Saved entries
◆ ◆ ◆ ◆ ◆

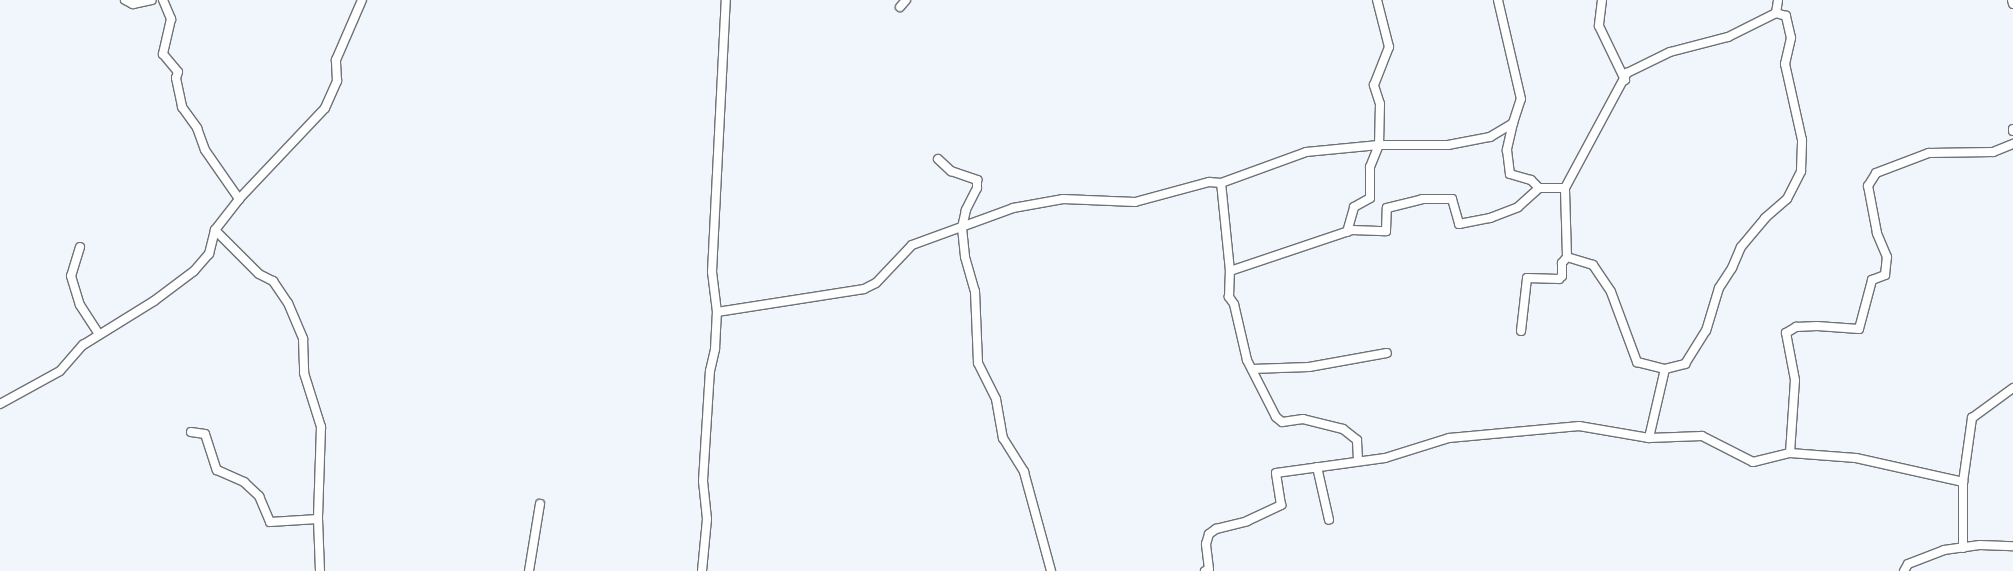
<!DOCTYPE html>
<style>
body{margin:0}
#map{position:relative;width:2013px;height:571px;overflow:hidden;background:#f0f6fb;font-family:Literata,serif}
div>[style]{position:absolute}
.roads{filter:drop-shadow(1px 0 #6d7276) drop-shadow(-1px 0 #6d7276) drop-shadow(0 1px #6d7276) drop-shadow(0 -1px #6d7276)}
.street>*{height:8px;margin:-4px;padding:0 4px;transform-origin:4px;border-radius:4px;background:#fff}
span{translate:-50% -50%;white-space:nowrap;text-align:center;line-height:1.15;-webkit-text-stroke:4px #fff;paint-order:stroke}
</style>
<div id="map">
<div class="roads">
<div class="street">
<div style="left:125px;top:0;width:9px;rotate:27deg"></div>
<div style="left:133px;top:4px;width:19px;rotate:-12deg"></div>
<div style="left:163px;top:0;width:21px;rotate:67deg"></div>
<div style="left:171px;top:19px;width:36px;rotate:103deg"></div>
<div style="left:163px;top:54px;width:23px;rotate:50deg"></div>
<div style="left:178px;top:72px;width:6px;rotate:108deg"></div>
<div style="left:176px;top:78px;width:30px;rotate:78deg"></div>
<div style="left:182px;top:107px;width:26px;rotate:54deg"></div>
<div style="left:197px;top:128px;width:23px;rotate:70deg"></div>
<div style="left:205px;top:150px;width:60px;rotate:55.2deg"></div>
<div style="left:1602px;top:0;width:26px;rotate:97deg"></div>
<div style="left:1599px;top:26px;width:60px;rotate:64.3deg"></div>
<div style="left:2012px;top:0;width:4px;rotate:76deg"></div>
<div style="left:900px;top:7px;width:9px;rotate:-49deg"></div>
<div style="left:1513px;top:123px;width:28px;rotate:103deg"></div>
<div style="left:1507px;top:150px;width:24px;rotate:83deg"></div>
<div style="left:1510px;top:174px;width:22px;rotate:16deg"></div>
<div style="left:1531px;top:180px;width:11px;rotate:45deg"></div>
<div style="left:2013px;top:129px;width:2px;rotate:90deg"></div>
<div style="left:938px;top:159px;width:18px;rotate:43deg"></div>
<div style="left:951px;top:171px;width:28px;rotate:19deg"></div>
<div style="left:977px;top:180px;width:8px;rotate:90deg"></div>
<div style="left:977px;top:188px;width:25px;rotate:117deg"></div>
<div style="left:966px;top:210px;width:18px;rotate:103deg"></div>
<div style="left:962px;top:228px;width:29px;rotate:84deg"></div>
<div style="left:965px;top:257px;width:35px;rotate:74deg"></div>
<div style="left:975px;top:291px;width:72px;rotate:87.6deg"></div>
<div style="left:978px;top:363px;width:40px;rotate:63.4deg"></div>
<div style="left:996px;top:399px;width:40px;rotate:80deg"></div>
<div style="left:1003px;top:438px;width:40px;rotate:58deg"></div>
<div style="left:1024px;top:472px;width:103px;rotate:74.7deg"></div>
<div style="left:215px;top:230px;width:62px;rotate:45deg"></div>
<div style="left:259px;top:274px;width:16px;rotate:27deg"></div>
<div style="left:273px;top:281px;width:27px;rotate:56deg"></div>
<div style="left:288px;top:303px;width:39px;rotate:67deg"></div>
<div style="left:303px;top:339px;width:34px;rotate:88deg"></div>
<div style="left:304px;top:373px;width:57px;rotate:72.5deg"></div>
<div style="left:321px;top:427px;width:92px;rotate:91.9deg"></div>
<div style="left:318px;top:519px;width:52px;rotate:87.8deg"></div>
<div style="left:1347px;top:232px;width:26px;rotate:-74deg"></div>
<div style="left:1354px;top:207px;width:18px;rotate:-29deg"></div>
<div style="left:1370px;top:198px;width:31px;rotate:-90deg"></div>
<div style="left:1370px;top:167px;width:24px;rotate:-68deg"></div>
<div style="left:1379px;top:145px;width:41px;rotate:-88.6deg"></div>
<div style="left:1380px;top:104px;width:20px;rotate:-108deg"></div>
<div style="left:1374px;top:85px;width:41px;rotate:-68.5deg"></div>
<div style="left:1389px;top:47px;width:49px;rotate:-104.3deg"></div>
<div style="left:80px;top:247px;width:30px;rotate:107deg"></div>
<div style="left:71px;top:276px;width:30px;rotate:73deg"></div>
<div style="left:80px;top:305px;width:35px;rotate:57deg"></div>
<div style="left:1567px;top:257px;width:27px;rotate:17deg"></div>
<div style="left:1593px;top:265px;width:32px;rotate:56deg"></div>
<div style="left:1611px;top:292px;width:75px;rotate:69.6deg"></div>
<div style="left:1637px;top:362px;width:29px;rotate:14deg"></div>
<div style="left:1665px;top:369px;width:71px;rotate:103.1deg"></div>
<div style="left:1230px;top:271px;width:88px;rotate:-95.8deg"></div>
<div style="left:1221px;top:183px;width:90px;rotate:-20deg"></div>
<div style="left:1306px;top:152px;width:73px;rotate:-5.5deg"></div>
<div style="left:1379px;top:145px;width:69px"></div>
<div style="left:1448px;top:145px;width:43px;rotate:-10.8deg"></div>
<div style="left:1490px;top:137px;width:27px;rotate:-31deg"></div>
<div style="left:1513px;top:123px;width:25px;rotate:-72deg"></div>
<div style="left:1521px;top:99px;width:102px;rotate:-103.1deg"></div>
<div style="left:717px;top:312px;width:149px;rotate:-8.9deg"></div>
<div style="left:864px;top:289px;width:13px;rotate:-27deg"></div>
<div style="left:876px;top:283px;width:52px;rotate:-46.5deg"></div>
<div style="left:912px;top:245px;width:108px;rotate:-20.1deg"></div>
<div style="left:1013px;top:208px;width:51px;rotate:-10.2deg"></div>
<div style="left:1063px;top:199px;width:72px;rotate:2.4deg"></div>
<div style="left:1135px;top:202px;width:77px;rotate:-15.1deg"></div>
<div style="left:1209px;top:182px;width:12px;rotate:5deg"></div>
<div style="left:1521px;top:331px;width:53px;rotate:-83.5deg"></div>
<div style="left:1527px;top:278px;width:32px;rotate:2deg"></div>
<div style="left:1559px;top:279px;width:4px;rotate:-45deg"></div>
<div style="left:1562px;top:276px;width:13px;rotate:-90deg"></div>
<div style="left:1562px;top:263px;width:8px;rotate:-50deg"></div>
<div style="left:1567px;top:257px;width:69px;rotate:-91.7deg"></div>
<div style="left:1565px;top:188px;width:131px;rotate:-61.7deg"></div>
<div style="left:1627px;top:73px;width:48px;rotate:-26deg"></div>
<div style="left:1670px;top:52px;width:60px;rotate:-14.5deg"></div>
<div style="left:1728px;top:37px;width:54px;rotate:-26.6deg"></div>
<div style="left:1252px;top:369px;width:57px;rotate:-2deg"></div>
<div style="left:1309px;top:367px;width:79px;rotate:-10.2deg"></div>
<div style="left:1665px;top:369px;width:21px;rotate:-14deg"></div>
<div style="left:1685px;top:364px;width:39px;rotate:-58deg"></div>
<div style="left:1706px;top:331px;width:45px;rotate:-73.2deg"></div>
<div style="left:1719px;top:288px;width:24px;rotate:-57deg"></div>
<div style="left:1732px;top:268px;width:23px;rotate:-67deg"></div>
<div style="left:1741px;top:247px;width:38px;rotate:-50deg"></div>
<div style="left:1765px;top:218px;width:29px;rotate:-41deg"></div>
<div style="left:1787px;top:199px;width:31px;rotate:-63deg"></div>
<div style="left:1801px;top:171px;width:31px;rotate:-88deg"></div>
<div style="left:1802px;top:140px;width:78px;rotate:-102.6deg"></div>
<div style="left:1785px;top:64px;width:27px;rotate:-77deg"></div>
<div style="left:1791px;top:38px;width:23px;rotate:-103deg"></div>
<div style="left:1786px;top:16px;width:10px;rotate:-163deg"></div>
<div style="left:1776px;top:13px;width:13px;rotate:-81deg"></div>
<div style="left:0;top:404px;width:68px;rotate:-28.8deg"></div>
<div style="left:60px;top:371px;width:35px;rotate:-49deg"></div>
<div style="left:83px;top:345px;width:84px;rotate:-31.8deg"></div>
<div style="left:154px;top:301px;width:50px;rotate:-36.9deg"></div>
<div style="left:194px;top:271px;width:23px;rotate:-49deg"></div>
<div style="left:209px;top:254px;width:25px;rotate:-76deg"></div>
<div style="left:215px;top:230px;width:39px;rotate:-52deg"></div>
<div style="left:239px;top:199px;width:125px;rotate:-46.6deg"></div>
<div style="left:325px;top:108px;width:30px;rotate:-66deg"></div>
<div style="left:337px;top:81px;width:21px;rotate:-93deg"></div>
<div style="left:336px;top:60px;width:65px;rotate:-66.6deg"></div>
<div style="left:191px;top:432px;width:14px;rotate:8deg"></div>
<div style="left:205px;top:434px;width:38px;rotate:72deg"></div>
<div style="left:217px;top:470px;width:30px;rotate:24deg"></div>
<div style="left:244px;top:482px;width:21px;rotate:43deg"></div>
<div style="left:259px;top:496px;width:28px;rotate:67deg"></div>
<div style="left:270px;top:522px;width:48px;rotate:-3.6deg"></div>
<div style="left:1790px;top:453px;width:73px;rotate:-86.1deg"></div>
<div style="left:1795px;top:380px;width:48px;rotate:-100.8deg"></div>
<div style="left:1786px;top:333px;width:12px;rotate:-31deg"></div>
<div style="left:1796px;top:327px;width:21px;rotate:-3deg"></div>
<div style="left:1817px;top:326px;width:42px;rotate:4.1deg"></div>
<div style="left:1859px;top:329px;width:51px;rotate:-75.1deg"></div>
<div style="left:1872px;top:280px;width:14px;rotate:-21deg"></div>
<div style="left:1885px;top:275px;width:18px;rotate:-84deg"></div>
<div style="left:1887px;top:257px;width:26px;rotate:-113deg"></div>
<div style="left:1877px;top:233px;width:48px;rotate:-100.8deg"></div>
<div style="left:1868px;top:186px;width:15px;rotate:-58deg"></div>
<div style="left:1876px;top:173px;width:57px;rotate:-20.7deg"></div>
<div style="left:1929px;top:153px;width:64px;rotate:-0.9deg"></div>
<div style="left:1993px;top:152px;width:22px;rotate:-22deg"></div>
<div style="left:1358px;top:460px;width:20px;rotate:-93deg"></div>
<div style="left:1357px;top:440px;width:18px;rotate:-142deg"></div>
<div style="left:1343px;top:429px;width:41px;rotate:-166deg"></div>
<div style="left:1303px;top:419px;width:21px;rotate:172deg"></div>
<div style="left:1282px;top:422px;width:8px;rotate:-140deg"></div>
<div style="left:1276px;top:417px;width:64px;rotate:-117deg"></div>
<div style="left:1247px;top:360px;width:57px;rotate:-103.1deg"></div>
<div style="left:1234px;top:304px;width:9px;rotate:-126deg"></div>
<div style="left:1229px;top:297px;width:26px;rotate:-88deg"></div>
<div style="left:1230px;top:271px;width:129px;rotate:-18.6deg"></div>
<div style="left:1352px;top:230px;width:34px;rotate:2deg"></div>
<div style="left:1386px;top:231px;width:23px;rotate:-88deg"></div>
<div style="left:1387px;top:208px;width:36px;rotate:-14deg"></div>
<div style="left:1422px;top:199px;width:30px"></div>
<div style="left:1452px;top:199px;width:26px;rotate:74deg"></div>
<div style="left:1459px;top:224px;width:32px;rotate:-11deg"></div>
<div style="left:1490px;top:218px;width:30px;rotate:-21deg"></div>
<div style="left:1518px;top:207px;width:28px;rotate:-42deg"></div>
<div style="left:1539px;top:188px;width:26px"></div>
<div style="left:1317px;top:467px;width:54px;rotate:77.2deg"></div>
<div style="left:1963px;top:482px;width:65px;rotate:-82deg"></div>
<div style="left:1972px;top:418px;width:51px;rotate:-36.2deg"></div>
<div style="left:529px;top:571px;width:68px;rotate:-80.7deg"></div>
<div style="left:702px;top:571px;width:52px;rotate:-84.5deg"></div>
<div style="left:707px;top:519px;width:38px;rotate:-96deg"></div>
<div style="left:703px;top:481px;width:110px;rotate:-86.4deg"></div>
<div style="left:710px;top:371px;width:23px;rotate:-77deg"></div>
<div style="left:715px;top:349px;width:37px;rotate:-87deg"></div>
<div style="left:717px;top:312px;width:40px;rotate:-97.1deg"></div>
<div style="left:712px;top:272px;width:272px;rotate:-87.1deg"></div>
<div style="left:1205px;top:571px;width:4px;rotate:-27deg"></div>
<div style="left:1209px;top:569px;width:25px;rotate:-97deg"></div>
<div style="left:1206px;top:544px;width:10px;rotate:-73deg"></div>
<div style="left:1209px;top:534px;width:9px;rotate:-36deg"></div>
<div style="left:1216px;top:529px;width:32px;rotate:-14deg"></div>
<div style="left:1247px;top:521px;width:38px;rotate:-25deg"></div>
<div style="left:1281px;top:505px;width:32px;rotate:-99deg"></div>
<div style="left:1276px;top:473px;width:110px;rotate:-7.8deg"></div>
<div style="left:1385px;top:458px;width:67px;rotate:-17.4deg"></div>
<div style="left:1449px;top:438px;width:131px;rotate:-5.3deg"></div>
<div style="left:1579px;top:426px;width:71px;rotate:9.7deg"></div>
<div style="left:1649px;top:438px;width:53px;rotate:-2.2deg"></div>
<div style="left:1702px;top:436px;width:57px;rotate:27deg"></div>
<div style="left:1753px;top:462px;width:38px;rotate:-14deg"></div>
<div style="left:1790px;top:453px;width:66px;rotate:4.3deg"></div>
<div style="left:1856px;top:458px;width:110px;rotate:12.6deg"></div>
<div style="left:1963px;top:482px;width:66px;rotate:90deg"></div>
<div style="left:1904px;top:571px;width:8px;rotate:-60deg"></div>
<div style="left:1908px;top:564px;width:39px;rotate:-21deg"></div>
<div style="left:1944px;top:550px;width:36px;rotate:-8deg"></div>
<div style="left:1980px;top:545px;width:33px;rotate:2deg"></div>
</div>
</div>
</div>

◆ ◆ ◆ ◆ ◆

The answer must consist solely of the lines from the first line of the records through the line containing "0 #6d7276) drop-shadow(-1px", reproduced exactly and without the pictures.

OUTPUT FOR THIS TASK:
<!DOCTYPE html>
<style>
body{margin:0}
#map{position:relative;width:2013px;height:571px;overflow:hidden;background:#f0f6fb;font-family:Literata,serif}
div>[style]{position:absolute}
.roads{filter:drop-shadow(1px 0 #6d7276) drop-shadow(-1px 0 #6d7276) drop-shadow(0 1px #6d7276) drop-shadow(0 -1px #6d7276)}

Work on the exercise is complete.